**Try it:** Every line of the data that contains the string "position" must be copied.

Raw data Block Start

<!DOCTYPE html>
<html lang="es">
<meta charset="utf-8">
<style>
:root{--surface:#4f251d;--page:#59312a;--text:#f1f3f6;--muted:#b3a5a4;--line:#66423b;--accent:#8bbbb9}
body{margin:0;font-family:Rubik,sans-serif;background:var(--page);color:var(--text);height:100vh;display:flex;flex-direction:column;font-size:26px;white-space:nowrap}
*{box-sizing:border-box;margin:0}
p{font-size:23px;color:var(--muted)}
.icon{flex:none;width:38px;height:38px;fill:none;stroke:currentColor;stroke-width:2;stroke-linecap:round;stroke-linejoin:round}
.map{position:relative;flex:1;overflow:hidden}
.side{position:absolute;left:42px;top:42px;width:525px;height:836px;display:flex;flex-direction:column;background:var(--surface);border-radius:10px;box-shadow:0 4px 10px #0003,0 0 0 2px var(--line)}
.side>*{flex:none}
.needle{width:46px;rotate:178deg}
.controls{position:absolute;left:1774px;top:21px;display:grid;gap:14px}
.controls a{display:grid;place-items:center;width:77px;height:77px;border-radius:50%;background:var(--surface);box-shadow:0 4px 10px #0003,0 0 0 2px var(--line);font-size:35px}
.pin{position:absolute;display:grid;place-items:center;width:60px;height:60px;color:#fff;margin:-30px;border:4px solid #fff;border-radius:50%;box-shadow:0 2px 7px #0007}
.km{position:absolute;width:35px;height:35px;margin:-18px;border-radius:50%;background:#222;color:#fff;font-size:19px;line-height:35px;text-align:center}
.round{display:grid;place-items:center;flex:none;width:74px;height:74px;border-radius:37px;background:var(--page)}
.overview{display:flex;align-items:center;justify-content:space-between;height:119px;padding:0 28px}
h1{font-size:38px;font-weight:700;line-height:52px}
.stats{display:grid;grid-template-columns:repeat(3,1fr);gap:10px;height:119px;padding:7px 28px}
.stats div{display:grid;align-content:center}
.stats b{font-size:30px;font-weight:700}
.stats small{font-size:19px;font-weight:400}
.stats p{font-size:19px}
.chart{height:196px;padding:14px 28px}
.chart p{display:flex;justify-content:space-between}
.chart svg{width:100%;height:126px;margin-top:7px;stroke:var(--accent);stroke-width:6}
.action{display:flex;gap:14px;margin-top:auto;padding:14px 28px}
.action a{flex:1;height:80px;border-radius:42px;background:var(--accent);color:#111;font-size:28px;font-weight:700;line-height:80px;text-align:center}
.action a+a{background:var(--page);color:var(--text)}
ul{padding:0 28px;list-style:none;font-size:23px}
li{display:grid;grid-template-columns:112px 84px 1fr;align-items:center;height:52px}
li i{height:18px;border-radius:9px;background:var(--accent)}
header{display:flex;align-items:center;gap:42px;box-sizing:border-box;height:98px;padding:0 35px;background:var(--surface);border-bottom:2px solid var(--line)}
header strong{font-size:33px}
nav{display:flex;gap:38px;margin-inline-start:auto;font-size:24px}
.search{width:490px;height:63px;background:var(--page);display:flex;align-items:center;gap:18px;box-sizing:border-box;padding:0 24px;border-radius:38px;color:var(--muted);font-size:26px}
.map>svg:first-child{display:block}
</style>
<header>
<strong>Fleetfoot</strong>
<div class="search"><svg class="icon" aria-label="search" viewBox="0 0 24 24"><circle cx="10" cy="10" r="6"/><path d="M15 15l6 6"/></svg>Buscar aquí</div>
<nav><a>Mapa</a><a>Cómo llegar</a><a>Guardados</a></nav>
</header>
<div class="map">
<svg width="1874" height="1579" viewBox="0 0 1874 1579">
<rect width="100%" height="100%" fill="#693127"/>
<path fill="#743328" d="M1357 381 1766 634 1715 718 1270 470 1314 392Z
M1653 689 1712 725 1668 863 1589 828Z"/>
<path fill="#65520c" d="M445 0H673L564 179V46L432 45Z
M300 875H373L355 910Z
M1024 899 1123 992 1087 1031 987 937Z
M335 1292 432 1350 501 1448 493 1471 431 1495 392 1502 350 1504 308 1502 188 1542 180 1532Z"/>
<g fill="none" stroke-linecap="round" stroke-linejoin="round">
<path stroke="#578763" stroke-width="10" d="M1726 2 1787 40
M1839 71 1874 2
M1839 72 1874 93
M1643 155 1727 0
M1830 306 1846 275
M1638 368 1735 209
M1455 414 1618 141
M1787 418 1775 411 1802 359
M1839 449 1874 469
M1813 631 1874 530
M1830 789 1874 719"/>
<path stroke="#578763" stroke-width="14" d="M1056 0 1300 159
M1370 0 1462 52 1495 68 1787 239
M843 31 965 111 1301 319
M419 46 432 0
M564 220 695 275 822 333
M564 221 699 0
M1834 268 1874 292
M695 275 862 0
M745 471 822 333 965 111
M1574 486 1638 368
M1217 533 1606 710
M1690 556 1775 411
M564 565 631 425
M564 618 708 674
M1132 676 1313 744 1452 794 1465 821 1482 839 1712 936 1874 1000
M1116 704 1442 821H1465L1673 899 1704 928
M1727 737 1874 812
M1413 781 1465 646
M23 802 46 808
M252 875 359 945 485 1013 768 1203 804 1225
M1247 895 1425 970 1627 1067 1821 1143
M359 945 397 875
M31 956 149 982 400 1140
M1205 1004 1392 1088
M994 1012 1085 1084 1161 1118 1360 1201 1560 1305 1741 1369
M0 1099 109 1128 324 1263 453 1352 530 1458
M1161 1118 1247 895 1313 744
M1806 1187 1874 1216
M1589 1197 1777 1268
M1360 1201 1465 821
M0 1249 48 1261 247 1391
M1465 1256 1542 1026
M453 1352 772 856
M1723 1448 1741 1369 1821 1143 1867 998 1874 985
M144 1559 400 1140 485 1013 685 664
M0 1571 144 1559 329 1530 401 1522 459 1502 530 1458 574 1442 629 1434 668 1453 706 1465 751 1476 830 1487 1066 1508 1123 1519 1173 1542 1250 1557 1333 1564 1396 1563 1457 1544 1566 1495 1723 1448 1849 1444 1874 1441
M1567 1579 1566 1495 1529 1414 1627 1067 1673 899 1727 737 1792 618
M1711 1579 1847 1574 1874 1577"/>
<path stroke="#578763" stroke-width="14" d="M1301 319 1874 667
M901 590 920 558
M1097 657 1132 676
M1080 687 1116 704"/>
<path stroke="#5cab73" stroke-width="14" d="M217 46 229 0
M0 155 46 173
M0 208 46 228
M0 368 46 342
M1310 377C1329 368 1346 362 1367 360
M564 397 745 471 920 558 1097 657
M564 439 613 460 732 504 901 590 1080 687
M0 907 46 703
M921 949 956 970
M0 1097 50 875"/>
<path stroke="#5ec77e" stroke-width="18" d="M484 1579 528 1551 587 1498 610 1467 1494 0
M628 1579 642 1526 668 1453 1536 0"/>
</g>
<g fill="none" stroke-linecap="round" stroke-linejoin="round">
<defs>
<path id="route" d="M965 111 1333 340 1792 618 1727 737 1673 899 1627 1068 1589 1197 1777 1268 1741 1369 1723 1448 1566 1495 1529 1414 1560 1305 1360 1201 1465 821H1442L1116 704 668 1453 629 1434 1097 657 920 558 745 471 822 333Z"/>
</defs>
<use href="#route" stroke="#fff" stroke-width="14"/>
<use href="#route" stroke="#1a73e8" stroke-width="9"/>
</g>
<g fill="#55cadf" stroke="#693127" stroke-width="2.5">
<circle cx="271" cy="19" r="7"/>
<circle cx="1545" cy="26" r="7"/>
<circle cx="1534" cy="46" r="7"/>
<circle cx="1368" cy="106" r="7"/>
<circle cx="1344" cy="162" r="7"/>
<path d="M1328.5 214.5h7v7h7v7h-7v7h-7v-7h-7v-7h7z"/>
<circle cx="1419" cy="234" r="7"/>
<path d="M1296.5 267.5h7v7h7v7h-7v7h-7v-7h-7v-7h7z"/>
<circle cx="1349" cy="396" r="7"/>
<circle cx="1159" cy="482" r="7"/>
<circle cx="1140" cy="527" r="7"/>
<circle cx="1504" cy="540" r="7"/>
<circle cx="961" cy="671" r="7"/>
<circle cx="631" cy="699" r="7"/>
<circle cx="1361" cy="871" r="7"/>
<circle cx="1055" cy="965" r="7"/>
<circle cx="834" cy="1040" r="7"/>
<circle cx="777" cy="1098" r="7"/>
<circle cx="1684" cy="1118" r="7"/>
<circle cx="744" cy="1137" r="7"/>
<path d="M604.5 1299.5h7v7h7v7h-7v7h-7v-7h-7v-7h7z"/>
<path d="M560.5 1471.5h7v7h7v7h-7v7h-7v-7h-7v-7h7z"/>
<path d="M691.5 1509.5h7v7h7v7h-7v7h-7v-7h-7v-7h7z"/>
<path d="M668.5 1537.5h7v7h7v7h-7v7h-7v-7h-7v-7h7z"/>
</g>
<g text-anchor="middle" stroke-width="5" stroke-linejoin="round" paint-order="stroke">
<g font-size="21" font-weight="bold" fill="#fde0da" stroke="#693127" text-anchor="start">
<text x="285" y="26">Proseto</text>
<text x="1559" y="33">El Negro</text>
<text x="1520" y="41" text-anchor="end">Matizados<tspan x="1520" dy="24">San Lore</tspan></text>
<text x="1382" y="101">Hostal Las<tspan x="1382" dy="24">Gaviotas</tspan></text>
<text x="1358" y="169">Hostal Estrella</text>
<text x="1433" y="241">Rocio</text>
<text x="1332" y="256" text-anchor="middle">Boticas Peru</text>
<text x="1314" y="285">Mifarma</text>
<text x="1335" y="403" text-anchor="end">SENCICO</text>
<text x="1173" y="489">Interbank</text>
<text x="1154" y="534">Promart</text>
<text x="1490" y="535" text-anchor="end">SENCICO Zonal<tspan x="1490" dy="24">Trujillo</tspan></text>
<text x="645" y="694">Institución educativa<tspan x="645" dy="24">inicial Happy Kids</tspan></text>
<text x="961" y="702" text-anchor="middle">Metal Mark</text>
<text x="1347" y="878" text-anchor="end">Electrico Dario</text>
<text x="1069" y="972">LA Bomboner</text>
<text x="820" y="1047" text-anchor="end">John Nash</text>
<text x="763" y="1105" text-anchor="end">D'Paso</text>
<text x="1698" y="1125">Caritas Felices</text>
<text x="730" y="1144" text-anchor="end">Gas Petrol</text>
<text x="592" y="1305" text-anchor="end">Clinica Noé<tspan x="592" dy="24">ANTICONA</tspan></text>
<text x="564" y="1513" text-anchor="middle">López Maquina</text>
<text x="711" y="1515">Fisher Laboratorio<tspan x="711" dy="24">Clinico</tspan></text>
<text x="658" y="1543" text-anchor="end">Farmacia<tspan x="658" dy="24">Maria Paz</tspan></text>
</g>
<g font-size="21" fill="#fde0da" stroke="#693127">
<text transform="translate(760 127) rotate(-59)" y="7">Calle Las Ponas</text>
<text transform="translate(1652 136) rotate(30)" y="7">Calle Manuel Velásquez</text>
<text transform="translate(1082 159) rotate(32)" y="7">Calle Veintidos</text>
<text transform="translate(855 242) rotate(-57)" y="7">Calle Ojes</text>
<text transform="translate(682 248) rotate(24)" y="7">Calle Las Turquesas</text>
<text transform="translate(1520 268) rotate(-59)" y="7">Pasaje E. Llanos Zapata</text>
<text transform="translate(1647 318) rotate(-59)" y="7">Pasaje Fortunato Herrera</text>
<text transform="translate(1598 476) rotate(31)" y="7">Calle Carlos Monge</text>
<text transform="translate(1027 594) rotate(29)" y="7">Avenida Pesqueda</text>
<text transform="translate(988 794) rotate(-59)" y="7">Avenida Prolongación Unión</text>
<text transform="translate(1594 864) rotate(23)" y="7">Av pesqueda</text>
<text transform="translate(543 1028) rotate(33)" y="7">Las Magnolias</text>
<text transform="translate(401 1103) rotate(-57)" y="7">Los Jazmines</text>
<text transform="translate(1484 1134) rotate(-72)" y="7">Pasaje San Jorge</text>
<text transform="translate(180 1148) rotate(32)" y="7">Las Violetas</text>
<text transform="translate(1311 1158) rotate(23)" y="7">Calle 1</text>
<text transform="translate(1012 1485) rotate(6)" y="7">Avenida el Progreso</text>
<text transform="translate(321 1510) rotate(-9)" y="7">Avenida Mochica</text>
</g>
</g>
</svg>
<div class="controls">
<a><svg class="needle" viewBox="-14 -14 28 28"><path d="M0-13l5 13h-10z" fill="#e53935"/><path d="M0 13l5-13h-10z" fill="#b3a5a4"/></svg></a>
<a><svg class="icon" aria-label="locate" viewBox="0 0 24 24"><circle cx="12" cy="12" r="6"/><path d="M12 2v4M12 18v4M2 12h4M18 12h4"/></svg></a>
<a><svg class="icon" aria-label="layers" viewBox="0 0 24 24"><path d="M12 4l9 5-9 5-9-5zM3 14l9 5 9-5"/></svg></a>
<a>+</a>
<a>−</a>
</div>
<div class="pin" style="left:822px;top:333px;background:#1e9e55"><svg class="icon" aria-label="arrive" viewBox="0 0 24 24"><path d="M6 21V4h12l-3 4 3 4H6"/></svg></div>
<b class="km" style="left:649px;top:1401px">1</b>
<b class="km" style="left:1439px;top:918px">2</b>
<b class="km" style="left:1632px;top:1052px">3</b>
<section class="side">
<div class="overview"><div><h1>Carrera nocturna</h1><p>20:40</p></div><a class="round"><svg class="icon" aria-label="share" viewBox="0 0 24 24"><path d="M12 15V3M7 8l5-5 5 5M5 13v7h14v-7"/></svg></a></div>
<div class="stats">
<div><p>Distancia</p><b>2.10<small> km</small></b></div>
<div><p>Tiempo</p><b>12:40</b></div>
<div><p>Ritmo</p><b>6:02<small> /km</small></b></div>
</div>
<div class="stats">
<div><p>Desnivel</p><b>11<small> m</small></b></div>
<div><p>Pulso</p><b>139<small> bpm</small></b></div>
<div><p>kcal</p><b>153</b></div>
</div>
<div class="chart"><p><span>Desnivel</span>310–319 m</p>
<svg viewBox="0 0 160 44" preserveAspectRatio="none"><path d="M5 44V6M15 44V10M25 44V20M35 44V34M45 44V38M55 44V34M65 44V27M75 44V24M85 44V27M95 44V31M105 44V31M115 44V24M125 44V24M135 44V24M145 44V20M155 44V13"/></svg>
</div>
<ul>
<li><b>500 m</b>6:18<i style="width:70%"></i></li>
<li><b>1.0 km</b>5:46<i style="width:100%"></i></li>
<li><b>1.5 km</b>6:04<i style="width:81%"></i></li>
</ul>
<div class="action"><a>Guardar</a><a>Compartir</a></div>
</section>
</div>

Raw data Block End

**Result of the exercise:**
.map{position:relative;flex:1;overflow:hidden}
.side{position:absolute;left:42px;top:42px;width:525px;height:836px;display:flex;flex-direction:column;background:var(--surface);border-radius:10px;box-shadow:0 4px 10px #0003,0 0 0 2px var(--line)}
.controls{position:absolute;left:1774px;top:21px;display:grid;gap:14px}
.pin{position:absolute;display:grid;place-items:center;width:60px;height:60px;color:#fff;margin:-30px;border:4px solid #fff;border-radius:50%;box-shadow:0 2px 7px #0007}
.km{position:absolute;width:35px;height:35px;margin:-18px;border-radius:50%;background:#222;color:#fff;font-size:19px;line-height:35px;text-align:center}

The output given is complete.